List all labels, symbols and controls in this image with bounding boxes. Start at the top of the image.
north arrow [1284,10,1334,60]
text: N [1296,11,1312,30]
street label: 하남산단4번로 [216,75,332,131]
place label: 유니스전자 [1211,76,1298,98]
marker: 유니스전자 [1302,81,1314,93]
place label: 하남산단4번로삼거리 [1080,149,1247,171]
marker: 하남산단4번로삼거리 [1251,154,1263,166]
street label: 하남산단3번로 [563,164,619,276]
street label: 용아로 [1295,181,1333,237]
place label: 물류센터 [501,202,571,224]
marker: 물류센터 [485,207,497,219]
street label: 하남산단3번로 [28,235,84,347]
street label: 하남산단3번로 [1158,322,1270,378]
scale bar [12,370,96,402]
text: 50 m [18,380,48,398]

- _EXERCISE DETAILS_: Print out the entire listing. Keep every line exact.

- _EXERCISE OUTPUT_:
List all labels, symbols and controls in this image with bounding boxes. Start at the top of the image.
north arrow [1284,10,1334,60]
text: N [1296,11,1312,30]
street label: 하남산단4번로 [216,75,332,131]
place label: 유니스전자 [1211,76,1298,98]
marker: 유니스전자 [1302,81,1314,93]
place label: 하남산단4번로삼거리 [1080,149,1247,171]
marker: 하남산단4번로삼거리 [1251,154,1263,166]
street label: 하남산단3번로 [563,164,619,276]
street label: 용아로 [1295,181,1333,237]
place label: 물류센터 [501,202,571,224]
marker: 물류센터 [485,207,497,219]
street label: 하남산단3번로 [28,235,84,347]
street label: 하남산단3번로 [1158,322,1270,378]
scale bar [12,370,96,402]
text: 50 m [18,380,48,398]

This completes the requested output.